Small-particle air pollution – or black carbon a pollutant linked to vehicle emissions and other products of combustion – may raise the risk of genetically vulnerable people developing glaucoma, according to a study out of Harvard Medical School in Boston.
“Oftentimes, when we think about glaucoma we think about risk factors like age and genetic predisposition and we don’t think about the environment,” said the study’s lead author, Jamaji Nwanaji-Enwerem, an MD/PhD candidate at the Harvard Medical School in Boston. “But one thing we’re starting to appreciate more is how the environment impacts health outcomes.”
Dr. Nwanaji-Enwerem and his colleagues looked at the effect of tiny particles of black carbon, which are smaller than 2.5 microns in diameter and can penetrate deep into the lungs, and from there, into the bloodstream.

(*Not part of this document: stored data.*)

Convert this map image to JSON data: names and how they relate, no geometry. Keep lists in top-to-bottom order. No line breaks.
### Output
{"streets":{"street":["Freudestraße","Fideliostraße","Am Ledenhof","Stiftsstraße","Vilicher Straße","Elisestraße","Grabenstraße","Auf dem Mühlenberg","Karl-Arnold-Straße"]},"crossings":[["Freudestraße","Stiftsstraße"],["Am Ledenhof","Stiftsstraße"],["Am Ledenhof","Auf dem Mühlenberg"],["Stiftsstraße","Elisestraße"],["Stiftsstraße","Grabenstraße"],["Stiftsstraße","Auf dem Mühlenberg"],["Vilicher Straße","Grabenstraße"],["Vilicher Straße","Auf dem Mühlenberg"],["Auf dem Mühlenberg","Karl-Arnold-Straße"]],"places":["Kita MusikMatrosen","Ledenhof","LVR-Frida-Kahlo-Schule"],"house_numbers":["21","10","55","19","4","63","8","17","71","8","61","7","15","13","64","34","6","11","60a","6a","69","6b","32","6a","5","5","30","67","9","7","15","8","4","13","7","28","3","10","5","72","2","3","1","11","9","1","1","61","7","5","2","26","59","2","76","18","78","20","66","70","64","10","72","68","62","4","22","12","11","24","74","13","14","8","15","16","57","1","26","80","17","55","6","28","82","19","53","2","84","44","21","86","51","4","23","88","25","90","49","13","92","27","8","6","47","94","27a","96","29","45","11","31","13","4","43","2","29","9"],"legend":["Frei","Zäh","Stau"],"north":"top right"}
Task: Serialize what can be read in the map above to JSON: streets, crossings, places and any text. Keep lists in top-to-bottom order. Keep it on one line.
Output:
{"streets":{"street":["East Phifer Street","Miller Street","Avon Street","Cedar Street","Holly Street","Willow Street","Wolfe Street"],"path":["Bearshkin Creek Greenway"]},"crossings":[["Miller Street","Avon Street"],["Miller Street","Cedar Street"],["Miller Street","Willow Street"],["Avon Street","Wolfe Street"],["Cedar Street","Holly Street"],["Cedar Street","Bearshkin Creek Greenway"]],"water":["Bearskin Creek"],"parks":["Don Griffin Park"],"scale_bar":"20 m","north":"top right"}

To do this, they analysed data from 419 men with a mean (SD) age of 75.3 (6.9) years from the Boston area who had been participating since the 1960s in a larger US Department of Veterans Affairs aging study. The men had health exams every three to five years after joining the study and as part of those exams intraocular pressure was measured by Goldmann applanation tonometry.
But one thing we’re starting to appreciate more is how the environment impacts health outcomes
Validated spatiotemporal models were used to generate one year black carbon exposure levels at the addresses of the participants.
An independently developed genetic score approach was used to calculate allelic risk scores for three pathways associated with black carbon toxicity: endothelial function, oxidative stress, and metal processing. The associations among black carbon exposure, allelic risk scores, and intraocular pressure were explored using linear mixed-effects models.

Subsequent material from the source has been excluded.